A Vescovado poi fu realizzato il Viale delle Rimembranze, come in tanti altri centri italiani, con due file di cipressi lungo la strada che immette al centro del paese e che all'epoca non presentava nessuna costruzione lungo il percorso. Gli stessi cipressi avevano una targhetta a segnalare i caduti della Grande guerra, cosa che pure diversi cittadini oggi ricordano.
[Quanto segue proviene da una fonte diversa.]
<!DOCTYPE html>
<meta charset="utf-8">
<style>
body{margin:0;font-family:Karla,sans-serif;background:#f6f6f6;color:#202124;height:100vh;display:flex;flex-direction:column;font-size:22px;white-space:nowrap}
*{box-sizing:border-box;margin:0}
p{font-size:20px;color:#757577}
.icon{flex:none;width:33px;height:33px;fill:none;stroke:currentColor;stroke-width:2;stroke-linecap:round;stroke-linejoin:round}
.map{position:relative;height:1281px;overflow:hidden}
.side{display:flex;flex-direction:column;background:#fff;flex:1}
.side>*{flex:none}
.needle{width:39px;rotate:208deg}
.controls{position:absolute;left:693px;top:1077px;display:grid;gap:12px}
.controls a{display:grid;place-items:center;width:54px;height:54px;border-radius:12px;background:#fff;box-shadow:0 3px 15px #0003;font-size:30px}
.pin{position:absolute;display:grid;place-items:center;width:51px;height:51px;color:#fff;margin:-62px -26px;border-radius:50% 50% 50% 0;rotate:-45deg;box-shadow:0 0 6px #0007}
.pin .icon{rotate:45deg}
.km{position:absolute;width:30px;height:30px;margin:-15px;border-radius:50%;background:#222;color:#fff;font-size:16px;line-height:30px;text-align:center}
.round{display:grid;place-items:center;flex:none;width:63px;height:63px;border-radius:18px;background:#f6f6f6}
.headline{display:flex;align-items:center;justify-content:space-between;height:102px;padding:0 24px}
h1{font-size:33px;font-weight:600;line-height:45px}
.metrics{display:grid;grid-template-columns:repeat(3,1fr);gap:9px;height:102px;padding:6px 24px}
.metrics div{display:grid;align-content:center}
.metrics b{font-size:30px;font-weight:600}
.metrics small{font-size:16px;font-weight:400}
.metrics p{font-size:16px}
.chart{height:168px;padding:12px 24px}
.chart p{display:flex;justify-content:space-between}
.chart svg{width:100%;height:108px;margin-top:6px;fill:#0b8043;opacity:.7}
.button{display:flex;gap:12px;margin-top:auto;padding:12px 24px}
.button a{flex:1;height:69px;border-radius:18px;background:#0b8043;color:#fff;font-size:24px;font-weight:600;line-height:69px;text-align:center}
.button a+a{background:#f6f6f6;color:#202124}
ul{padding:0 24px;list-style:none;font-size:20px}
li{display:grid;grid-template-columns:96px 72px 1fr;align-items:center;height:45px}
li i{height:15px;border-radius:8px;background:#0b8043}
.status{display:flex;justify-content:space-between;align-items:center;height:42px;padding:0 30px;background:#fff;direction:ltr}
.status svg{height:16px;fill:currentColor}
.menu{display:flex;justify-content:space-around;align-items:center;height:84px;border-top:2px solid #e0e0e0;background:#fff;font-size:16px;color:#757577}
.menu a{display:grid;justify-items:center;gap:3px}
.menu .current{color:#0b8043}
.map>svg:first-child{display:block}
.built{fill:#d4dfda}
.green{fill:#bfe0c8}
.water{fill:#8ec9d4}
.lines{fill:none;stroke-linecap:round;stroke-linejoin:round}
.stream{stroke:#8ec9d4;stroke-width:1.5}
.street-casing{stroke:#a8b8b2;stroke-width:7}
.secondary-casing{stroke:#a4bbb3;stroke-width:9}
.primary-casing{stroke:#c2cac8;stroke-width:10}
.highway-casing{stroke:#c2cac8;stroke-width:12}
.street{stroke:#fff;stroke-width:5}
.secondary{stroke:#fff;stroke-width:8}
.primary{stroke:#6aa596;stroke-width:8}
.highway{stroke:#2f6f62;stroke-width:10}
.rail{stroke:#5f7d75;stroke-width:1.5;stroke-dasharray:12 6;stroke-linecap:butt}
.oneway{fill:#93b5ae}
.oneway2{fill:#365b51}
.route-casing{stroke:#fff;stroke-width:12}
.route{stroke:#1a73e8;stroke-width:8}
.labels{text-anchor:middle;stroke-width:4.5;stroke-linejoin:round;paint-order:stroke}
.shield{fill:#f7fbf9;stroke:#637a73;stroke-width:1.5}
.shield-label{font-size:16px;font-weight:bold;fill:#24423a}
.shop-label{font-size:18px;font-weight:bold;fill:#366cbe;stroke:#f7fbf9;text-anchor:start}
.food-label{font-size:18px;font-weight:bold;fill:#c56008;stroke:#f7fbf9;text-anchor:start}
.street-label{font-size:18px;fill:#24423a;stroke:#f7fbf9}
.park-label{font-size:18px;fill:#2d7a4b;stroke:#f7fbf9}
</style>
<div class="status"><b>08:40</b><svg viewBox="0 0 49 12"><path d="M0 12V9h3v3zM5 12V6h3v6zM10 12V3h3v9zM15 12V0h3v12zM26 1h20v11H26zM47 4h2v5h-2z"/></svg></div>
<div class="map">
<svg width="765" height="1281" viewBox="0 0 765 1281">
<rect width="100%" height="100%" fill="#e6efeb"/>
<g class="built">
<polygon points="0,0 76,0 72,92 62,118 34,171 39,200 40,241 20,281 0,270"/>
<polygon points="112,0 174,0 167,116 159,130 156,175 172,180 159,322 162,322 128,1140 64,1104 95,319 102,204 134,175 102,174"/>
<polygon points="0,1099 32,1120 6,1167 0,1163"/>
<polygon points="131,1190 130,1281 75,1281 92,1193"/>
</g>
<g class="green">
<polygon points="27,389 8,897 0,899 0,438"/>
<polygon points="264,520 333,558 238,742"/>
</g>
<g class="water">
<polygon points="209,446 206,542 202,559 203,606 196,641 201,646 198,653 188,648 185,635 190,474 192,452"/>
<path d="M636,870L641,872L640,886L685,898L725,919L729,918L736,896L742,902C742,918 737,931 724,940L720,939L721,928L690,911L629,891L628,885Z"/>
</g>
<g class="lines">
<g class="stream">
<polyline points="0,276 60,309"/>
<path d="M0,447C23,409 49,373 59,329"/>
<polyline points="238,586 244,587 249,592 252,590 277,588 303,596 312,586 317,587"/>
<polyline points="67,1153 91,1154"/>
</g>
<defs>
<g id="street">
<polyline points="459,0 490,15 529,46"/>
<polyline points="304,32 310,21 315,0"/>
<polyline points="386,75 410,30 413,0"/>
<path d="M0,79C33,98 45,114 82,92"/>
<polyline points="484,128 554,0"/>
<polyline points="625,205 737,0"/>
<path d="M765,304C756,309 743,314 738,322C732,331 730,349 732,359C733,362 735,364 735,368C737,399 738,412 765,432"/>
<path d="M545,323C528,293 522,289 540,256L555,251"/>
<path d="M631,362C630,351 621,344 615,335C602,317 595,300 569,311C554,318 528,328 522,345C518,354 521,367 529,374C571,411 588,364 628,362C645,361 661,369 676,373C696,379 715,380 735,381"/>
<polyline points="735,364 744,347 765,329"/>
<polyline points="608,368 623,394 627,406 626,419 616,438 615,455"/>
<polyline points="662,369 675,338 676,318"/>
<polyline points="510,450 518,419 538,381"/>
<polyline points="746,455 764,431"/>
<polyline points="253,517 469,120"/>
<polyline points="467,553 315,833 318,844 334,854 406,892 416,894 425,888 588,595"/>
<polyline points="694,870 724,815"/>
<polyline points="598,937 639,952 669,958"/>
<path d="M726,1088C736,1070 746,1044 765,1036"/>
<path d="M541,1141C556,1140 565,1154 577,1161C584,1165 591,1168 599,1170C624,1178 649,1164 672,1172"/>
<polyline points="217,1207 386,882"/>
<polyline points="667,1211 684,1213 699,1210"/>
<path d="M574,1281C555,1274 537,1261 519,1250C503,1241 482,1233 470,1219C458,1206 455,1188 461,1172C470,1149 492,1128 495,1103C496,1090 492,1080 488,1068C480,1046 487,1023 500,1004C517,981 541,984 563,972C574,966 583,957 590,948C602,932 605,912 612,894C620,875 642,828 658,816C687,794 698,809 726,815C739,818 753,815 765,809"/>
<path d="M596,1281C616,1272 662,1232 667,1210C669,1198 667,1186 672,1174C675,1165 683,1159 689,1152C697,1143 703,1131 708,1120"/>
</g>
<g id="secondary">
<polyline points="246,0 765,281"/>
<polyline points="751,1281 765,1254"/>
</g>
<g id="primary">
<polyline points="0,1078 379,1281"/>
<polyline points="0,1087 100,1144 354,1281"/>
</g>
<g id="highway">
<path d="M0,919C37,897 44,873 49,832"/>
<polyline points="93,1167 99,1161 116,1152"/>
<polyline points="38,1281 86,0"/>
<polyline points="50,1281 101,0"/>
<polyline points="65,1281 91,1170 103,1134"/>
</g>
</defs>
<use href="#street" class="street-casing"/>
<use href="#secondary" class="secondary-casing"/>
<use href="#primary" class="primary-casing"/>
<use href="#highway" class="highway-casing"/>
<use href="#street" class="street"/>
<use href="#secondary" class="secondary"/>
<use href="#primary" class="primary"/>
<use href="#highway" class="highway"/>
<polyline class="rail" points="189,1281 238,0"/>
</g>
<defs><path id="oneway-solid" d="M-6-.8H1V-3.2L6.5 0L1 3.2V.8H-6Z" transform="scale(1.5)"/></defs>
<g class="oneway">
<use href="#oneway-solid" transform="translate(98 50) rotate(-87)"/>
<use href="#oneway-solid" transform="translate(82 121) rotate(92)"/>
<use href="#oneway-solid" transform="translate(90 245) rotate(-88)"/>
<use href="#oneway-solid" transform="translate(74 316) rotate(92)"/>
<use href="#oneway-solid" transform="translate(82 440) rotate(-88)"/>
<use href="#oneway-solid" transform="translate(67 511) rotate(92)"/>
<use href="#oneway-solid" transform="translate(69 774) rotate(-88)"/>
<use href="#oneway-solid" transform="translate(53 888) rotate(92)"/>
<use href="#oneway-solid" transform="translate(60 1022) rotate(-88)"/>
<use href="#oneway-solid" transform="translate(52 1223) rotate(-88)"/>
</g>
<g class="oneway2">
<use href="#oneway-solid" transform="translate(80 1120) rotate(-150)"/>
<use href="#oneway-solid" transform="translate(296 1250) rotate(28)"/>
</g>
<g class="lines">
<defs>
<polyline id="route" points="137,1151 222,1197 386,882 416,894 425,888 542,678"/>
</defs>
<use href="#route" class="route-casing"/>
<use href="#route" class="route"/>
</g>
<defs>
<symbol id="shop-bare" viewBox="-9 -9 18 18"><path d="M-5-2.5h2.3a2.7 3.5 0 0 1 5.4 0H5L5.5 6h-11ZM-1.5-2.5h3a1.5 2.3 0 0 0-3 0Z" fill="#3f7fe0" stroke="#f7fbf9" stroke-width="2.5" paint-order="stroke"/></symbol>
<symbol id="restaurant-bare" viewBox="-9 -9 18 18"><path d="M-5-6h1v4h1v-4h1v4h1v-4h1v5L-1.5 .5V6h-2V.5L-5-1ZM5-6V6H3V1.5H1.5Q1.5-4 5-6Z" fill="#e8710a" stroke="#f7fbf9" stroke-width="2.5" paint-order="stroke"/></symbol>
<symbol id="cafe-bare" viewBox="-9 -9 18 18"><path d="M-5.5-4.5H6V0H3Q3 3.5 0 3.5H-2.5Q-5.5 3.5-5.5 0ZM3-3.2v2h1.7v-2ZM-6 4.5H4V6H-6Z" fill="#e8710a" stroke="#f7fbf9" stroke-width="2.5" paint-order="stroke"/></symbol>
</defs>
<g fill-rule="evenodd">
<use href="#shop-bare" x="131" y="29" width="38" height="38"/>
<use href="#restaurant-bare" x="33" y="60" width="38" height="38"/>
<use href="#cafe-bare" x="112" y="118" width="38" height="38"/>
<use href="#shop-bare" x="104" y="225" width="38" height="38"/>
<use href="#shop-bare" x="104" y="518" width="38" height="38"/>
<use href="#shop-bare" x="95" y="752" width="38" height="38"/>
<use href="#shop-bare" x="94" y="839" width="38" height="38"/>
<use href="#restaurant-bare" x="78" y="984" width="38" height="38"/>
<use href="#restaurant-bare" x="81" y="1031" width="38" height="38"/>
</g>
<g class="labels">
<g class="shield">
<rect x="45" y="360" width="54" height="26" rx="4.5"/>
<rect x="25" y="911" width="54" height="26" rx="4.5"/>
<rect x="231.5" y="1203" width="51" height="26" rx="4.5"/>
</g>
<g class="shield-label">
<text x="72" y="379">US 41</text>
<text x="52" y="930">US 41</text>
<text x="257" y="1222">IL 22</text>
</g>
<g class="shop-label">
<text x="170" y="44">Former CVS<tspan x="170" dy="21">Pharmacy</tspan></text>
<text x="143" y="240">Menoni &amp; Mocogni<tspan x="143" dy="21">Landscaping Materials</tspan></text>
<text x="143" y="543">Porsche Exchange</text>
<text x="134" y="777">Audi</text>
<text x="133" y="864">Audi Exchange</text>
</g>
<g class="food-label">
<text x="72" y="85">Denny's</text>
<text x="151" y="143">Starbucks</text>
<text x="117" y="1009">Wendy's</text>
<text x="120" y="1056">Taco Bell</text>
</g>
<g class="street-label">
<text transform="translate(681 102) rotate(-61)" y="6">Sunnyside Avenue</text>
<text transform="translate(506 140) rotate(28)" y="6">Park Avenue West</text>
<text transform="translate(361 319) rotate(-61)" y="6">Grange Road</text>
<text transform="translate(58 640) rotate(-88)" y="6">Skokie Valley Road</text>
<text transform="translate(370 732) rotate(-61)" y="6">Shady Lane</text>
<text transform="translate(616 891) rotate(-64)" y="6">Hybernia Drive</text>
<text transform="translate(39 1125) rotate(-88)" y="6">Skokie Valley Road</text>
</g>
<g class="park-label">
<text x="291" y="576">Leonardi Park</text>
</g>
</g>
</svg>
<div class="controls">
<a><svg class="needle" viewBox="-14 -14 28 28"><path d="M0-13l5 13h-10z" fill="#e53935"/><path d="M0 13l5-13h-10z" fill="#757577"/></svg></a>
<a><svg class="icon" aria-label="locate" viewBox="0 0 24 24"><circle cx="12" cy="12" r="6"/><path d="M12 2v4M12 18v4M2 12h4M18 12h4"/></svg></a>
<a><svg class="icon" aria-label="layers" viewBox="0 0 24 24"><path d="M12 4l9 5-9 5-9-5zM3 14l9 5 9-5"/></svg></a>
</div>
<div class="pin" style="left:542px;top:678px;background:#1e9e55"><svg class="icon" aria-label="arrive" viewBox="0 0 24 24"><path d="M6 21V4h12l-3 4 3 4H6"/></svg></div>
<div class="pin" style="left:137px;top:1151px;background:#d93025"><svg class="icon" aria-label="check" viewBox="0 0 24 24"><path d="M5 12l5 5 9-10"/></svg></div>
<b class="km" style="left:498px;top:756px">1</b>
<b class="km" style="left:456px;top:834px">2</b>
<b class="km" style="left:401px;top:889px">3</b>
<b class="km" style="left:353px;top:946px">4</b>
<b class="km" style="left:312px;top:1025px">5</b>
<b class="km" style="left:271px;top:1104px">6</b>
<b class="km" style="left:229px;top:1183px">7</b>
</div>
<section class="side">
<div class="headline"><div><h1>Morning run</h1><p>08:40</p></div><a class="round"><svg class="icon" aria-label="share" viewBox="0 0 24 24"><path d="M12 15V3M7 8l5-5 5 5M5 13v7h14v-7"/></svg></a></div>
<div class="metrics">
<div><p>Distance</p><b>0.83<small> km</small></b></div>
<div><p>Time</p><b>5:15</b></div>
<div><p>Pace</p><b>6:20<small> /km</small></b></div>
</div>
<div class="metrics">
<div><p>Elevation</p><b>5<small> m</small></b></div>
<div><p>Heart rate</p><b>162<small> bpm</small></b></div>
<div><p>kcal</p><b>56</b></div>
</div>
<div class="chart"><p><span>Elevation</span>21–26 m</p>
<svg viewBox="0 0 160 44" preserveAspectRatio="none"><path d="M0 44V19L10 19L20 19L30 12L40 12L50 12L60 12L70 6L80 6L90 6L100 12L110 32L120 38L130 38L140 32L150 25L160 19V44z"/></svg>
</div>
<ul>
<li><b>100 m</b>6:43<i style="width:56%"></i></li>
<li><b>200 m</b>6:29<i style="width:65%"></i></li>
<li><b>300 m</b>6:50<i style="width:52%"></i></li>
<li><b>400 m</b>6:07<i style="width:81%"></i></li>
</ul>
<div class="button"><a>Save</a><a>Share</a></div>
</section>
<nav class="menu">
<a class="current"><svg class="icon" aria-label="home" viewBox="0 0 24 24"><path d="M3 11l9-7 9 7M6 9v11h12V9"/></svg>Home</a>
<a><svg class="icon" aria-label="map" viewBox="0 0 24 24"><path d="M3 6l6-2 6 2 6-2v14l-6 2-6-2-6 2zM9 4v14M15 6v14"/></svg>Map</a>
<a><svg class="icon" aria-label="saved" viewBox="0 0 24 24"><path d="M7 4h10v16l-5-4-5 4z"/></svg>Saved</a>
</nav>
La Grande guerra mondiale non portò purtroppo all'Italia i benefici che il governo liberale sperava. In pochi anni gli spiriti di libertà e democrazia, che spinsero anche settori importanti della sinistra massimalista italiana a schierarsi a favore della guerra contro gli Imperi centrali, furono sopiti dalla dittatura fascista che piegò, con un uso politico della storia distorto e col mito della vittoria mutilata, la memoria della Prima guerra mondiale a mero orpello retorico e pseudo-patriottico svuotato di ogni valore. Essa fu per molti un evento distruttivo, anche per chi dalle trincee poté tornare a casa, ma permise a molti italiani di "conoscersi" di vivere una sorta di battesimo di fuoco dopo le vicende risorgimentali vincendo una definitiva Guerra d'indipendenza dopo quelle del XIX secolo.
Oggi è difficile fare commemorazioni di eventi tanto lontani come 100 anni fa, i testimoni diretti non ci sono più e la memoria di quei momenti, come detto sopra, sta svanendo di famiglia in famiglia.
Ciò però non toglie che il ricordo, commosso, per i nostri concittadini che all'epoca servirono la patria, debba essere alimentato e rispettato.
Note
[1] Una bibliografia esaustiva sulla Grande guerra sarebbe enorme, così come sul solo ruolo giocato dall'Italia in quel conflitto. Ci pare giusto però segnalare che proprio in questi mesi sta uscendo una saggistica veramente notevole, fra questa suggeriamo due volumi curati da storici italiani, la ristampa aggiornata di un classico: M. Isneghi, G. Rochat, La Grande Guerra 1914-1918, Il Mulino, Bologna, 2014 e N. Labanca, Dizionario storico della prima guerra mondiale, Laterza, Roma, 2014.
[2] Osservando la foto si può leggere che la lapide fu voluta da don Niccolò Legaluppi ma ultimata nel 1929 da don Vittorio Giannelli che fu parroco a Murlo fino al 1956.